PROVIDED RECORDS:
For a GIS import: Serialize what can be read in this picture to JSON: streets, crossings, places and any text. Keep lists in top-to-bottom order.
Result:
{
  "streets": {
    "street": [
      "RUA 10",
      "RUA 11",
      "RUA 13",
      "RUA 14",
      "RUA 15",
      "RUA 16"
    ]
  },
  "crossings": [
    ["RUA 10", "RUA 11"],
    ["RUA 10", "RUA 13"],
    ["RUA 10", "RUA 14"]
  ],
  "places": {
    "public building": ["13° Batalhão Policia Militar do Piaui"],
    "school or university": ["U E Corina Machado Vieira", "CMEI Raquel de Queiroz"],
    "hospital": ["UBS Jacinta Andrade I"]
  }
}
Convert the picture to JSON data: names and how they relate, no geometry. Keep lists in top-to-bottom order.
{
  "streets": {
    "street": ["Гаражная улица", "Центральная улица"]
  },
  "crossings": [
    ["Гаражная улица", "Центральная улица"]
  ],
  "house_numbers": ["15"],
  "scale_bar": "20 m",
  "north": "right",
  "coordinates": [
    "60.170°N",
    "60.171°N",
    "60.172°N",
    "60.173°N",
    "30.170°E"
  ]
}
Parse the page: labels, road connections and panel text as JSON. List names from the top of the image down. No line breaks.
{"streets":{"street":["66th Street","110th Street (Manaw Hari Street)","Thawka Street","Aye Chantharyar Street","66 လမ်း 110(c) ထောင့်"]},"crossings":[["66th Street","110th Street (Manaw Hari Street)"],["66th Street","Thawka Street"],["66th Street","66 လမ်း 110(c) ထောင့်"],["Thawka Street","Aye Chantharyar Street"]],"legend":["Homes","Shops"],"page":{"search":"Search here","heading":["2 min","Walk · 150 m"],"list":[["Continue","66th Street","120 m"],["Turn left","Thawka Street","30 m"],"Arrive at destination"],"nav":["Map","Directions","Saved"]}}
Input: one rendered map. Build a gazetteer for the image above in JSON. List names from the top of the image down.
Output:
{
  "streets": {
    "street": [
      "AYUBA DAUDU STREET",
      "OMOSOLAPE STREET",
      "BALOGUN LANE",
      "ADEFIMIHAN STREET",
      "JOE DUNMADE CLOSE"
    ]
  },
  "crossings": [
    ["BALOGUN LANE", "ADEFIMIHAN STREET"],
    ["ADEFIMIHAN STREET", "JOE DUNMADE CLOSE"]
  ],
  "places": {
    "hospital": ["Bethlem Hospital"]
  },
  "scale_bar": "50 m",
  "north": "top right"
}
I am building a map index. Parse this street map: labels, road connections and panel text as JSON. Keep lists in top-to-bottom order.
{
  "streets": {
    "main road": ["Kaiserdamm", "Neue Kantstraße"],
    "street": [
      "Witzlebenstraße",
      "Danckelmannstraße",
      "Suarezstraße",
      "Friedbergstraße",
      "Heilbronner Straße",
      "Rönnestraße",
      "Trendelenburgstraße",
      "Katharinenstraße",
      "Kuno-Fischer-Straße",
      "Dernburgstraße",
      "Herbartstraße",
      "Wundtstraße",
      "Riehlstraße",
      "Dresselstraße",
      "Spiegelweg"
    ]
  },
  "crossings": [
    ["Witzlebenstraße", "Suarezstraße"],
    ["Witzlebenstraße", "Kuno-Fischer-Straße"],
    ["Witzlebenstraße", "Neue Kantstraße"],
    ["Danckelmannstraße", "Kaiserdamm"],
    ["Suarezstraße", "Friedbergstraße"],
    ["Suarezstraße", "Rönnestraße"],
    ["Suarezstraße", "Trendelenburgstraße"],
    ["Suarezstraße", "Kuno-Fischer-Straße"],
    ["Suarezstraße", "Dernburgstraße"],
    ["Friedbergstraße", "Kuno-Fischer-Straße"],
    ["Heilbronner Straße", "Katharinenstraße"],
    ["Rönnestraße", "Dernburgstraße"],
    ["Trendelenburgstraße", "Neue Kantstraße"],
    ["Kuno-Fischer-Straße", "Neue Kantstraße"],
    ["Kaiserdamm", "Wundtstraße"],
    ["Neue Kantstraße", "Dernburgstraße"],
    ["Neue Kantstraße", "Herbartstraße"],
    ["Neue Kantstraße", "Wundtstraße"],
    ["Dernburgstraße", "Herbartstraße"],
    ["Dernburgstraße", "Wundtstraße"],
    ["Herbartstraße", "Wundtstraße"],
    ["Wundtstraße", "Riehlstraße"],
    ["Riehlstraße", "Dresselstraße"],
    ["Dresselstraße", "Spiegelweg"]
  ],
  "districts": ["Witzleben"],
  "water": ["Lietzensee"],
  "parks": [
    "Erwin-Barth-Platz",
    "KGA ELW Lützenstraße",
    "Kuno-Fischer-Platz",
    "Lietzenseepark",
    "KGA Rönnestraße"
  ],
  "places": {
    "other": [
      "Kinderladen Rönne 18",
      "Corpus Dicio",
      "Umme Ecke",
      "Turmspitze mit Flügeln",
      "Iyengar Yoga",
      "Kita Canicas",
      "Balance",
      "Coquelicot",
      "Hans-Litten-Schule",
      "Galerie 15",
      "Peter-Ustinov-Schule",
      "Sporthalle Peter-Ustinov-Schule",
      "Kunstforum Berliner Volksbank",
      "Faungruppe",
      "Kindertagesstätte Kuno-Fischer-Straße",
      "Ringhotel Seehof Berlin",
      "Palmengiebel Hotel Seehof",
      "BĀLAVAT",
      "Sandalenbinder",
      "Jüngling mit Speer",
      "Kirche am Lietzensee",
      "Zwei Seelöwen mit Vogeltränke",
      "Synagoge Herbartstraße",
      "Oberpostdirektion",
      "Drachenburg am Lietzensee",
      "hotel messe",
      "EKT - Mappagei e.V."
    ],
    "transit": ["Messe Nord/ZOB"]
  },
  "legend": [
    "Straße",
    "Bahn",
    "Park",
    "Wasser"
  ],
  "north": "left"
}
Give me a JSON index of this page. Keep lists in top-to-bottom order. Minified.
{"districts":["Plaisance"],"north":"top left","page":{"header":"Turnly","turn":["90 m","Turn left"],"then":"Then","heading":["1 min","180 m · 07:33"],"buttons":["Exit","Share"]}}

AIM OF THE TASK: In full, transcribe each entry of the material exactly.

SOLUTION:
For a GIS import: Serialize what can be read in this picture to JSON: streets, crossings, places and any text. Keep lists in top-to-bottom order.
Result:
{
  "streets": {
    "street": [
      "RUA 10",
      "RUA 11",
      "RUA 13",
      "RUA 14",
      "RUA 15",
      "RUA 16"
    ]
  },
  "crossings": [
    ["RUA 10", "RUA 11"],
    ["RUA 10", "RUA 13"],
    ["RUA 10", "RUA 14"]
  ],
  "places": {
    "public building": ["13° Batalhão Policia Militar do Piaui"],
    "school or university": ["U E Corina Machado Vieira", "CMEI Raquel de Queiroz"],
    "hospital": ["UBS Jacinta Andrade I"]
  }
}
Convert the picture to JSON data: names and how they relate, no geometry. Keep lists in top-to-bottom order.
{
  "streets": {
    "street": ["Гаражная улица", "Центральная улица"]
  },
  "crossings": [
    ["Гаражная улица", "Центральная улица"]
  ],
  "house_numbers": ["15"],
  "scale_bar": "20 m",
  "north": "right",
  "coordinates": [
    "60.170°N",
    "60.171°N",
    "60.172°N",
    "60.173°N",
    "30.170°E"
  ]
}
Parse the page: labels, road connections and panel text as JSON. List names from the top of the image down. No line breaks.
{"streets":{"street":["66th Street","110th Street (Manaw Hari Street)","Thawka Street","Aye Chantharyar Street","66 လမ်း 110(c) ထောင့်"]},"crossings":[["66th Street","110th Street (Manaw Hari Street)"],["66th Street","Thawka Street"],["66th Street","66 လမ်း 110(c) ထောင့်"],["Thawka Street","Aye Chantharyar Street"]],"legend":["Homes","Shops"],"page":{"search":"Search here","heading":["2 min","Walk · 150 m"],"list":[["Continue","66th Street","120 m"],["Turn left","Thawka Street","30 m"],"Arrive at destination"],"nav":["Map","Directions","Saved"]}}
Input: one rendered map. Build a gazetteer for the image above in JSON. List names from the top of the image down.
Output:
{
  "streets": {
    "street": [
      "AYUBA DAUDU STREET",
      "OMOSOLAPE STREET",
      "BALOGUN LANE",
      "ADEFIMIHAN STREET",
      "JOE DUNMADE CLOSE"
    ]
  },
  "crossings": [
    ["BALOGUN LANE", "ADEFIMIHAN STREET"],
    ["ADEFIMIHAN STREET", "JOE DUNMADE CLOSE"]
  ],
  "places": {
    "hospital": ["Bethlem Hospital"]
  },
  "scale_bar": "50 m",
  "north": "top right"
}
I am building a map index. Parse this street map: labels, road connections and panel text as JSON. Keep lists in top-to-bottom order.
{
  "streets": {
    "main road": ["Kaiserdamm", "Neue Kantstraße"],
    "street": [
      "Witzlebenstraße",
      "Danckelmannstraße",
      "Suarezstraße",
      "Friedbergstraße",
      "Heilbronner Straße",
      "Rönnestraße",
      "Trendelenburgstraße",
      "Katharinenstraße",
      "Kuno-Fischer-Straße",
      "Dernburgstraße",
      "Herbartstraße",
      "Wundtstraße",
      "Riehlstraße",
      "Dresselstraße",
      "Spiegelweg"
    ]
  },
  "crossings": [
    ["Witzlebenstraße", "Suarezstraße"],
    ["Witzlebenstraße", "Kuno-Fischer-Straße"],
    ["Witzlebenstraße", "Neue Kantstraße"],
    ["Danckelmannstraße", "Kaiserdamm"],
    ["Suarezstraße", "Friedbergstraße"],
    ["Suarezstraße", "Rönnestraße"],
    ["Suarezstraße", "Trendelenburgstraße"],
    ["Suarezstraße", "Kuno-Fischer-Straße"],
    ["Suarezstraße", "Dernburgstraße"],
    ["Friedbergstraße", "Kuno-Fischer-Straße"],
    ["Heilbronner Straße", "Katharinenstraße"],
    ["Rönnestraße", "Dernburgstraße"],
    ["Trendelenburgstraße", "Neue Kantstraße"],
    ["Kuno-Fischer-Straße", "Neue Kantstraße"],
    ["Kaiserdamm", "Wundtstraße"],
    ["Neue Kantstraße", "Dernburgstraße"],
    ["Neue Kantstraße", "Herbartstraße"],
    ["Neue Kantstraße", "Wundtstraße"],
    ["Dernburgstraße", "Herbartstraße"],
    ["Dernburgstraße", "Wundtstraße"],
    ["Herbartstraße", "Wundtstraße"],
    ["Wundtstraße", "Riehlstraße"],
    ["Riehlstraße", "Dresselstraße"],
    ["Dresselstraße", "Spiegelweg"]
  ],
  "districts": ["Witzleben"],
  "water": ["Lietzensee"],
  "parks": [
    "Erwin-Barth-Platz",
    "KGA ELW Lützenstraße",
    "Kuno-Fischer-Platz",
    "Lietzenseepark",
    "KGA Rönnestraße"
  ],
  "places": {
    "other": [
      "Kinderladen Rönne 18",
      "Corpus Dicio",
      "Umme Ecke",
      "Turmspitze mit Flügeln",
      "Iyengar Yoga",
      "Kita Canicas",
      "Balance",
      "Coquelicot",
      "Hans-Litten-Schule",
      "Galerie 15",
      "Peter-Ustinov-Schule",
      "Sporthalle Peter-Ustinov-Schule",
      "Kunstforum Berliner Volksbank",
      "Faungruppe",
      "Kindertagesstätte Kuno-Fischer-Straße",
      "Ringhotel Seehof Berlin",
      "Palmengiebel Hotel Seehof",
      "BĀLAVAT",
      "Sandalenbinder",
      "Jüngling mit Speer",
      "Kirche am Lietzensee",
      "Zwei Seelöwen mit Vogeltränke",
      "Synagoge Herbartstraße",
      "Oberpostdirektion",
      "Drachenburg am Lietzensee",
      "hotel messe",
      "EKT - Mappagei e.V."
    ],
    "transit": ["Messe Nord/ZOB"]
  },
  "legend": [
    "Straße",
    "Bahn",
    "Park",
    "Wasser"
  ],
  "north": "left"
}
Give me a JSON index of this page. Keep lists in top-to-bottom order. Minified.
{"districts":["Plaisance"],"north":"top left","page":{"header":"Turnly","turn":["90 m","Turn left"],"then":"Then","heading":["1 min","180 m · 07:33"],"buttons":["Exit","Share"]}}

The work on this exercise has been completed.